Carmen López Madrid | viernes, 15 de febrero de 2019 h |

Gracias al Plan Nacional para el abordaje de la Hepatitis C, creado en 2015, más de 120.000 pacientes han sido tratados hasta el momento con una tasa de curación del 98 por ciento. Un plan que supuso un antes y un después en el abordaje de esta patología y que puede servir de modelo para muchas enfermedades. Pero, a pesar de estos logros, no hay dudas de que hay que seguir avanzando. La presidenta de la Asociación Española para el Estudio del Hígado (AEEH), María Buti, analiza la nueva realidad que atraviesa la hepatología, y destaca la importancia de conseguir el objetivo de la Organización Mundial de la Salud de eliminar la hepatitis C para el año 2030. Buti analiza estos retos con motivo de la celebración en Madrid del Congreso Anual de la AEEH.

Pregunta. ¿Qué retos tenemos por delante en hepatología?

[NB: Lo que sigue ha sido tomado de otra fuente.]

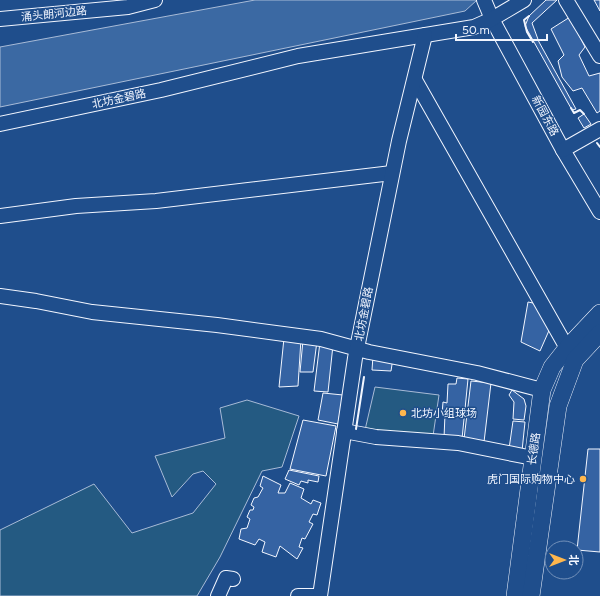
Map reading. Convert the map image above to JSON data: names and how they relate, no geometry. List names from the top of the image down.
{
  "streets": {
    "main road": ["长德路"],
    "street": ["涌头朗河边路", "北坊金碧路", "新园东路"]
  },
  "crossings": [
    ["北坊金碧路", "新园东路"]
  ],
  "places": ["北坊小组球场", "虎门国际购物中心"],
  "scale_bar": "50 m",
  "north": "right"
}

Respuesta. El gran reto se centra en acabar con la eliminación del VHC. Necesitamos progresar adecuadamente para alcanzar los objetivos de la OMS. Esto significa que tenemos que diagnosticar más casos de virus VHC que no conocemos. Otro de los retos que tenemos por delante es el cáncer hepático; hay nuevos medicamentos para tratar esta enfermedad en diferentes fases de desarrollo, y es un área de la hepatología que va a cambiar. Vamos a convertir el hepatocarcinoma, al igual que otros tumores, en una enfermedad crónica y, por lo tanto, debemos conocer mejor como actúan estos fármacos y cómo aplicarlos. El otro reto es el alcohol y la enfermedad hepática por el hígado graso. Creo que debemos recomendar políticas saludables: no beber, hacer ejercicio, mantener el peso adecuado, etcétera.

P. Estamos en un contexto donde la medicina de precisión está marcando un antes y un después en el abordaje terapéutico en distintas áreas. En hepatitis C, ¿hacia dónde va la innovación?

R. La innovación se dirige a ajustar más el tratamiento para los pacientes que tienen cáncer hepático, así como precisar más el tratamiento de los pacientes que tienen una cirrosis hepática, sobre todo con cirrosis descompensada.

P. Mucho se ha avanzado en materia de hepatitis C pero, ¿qué retos quedan todavía por resolver?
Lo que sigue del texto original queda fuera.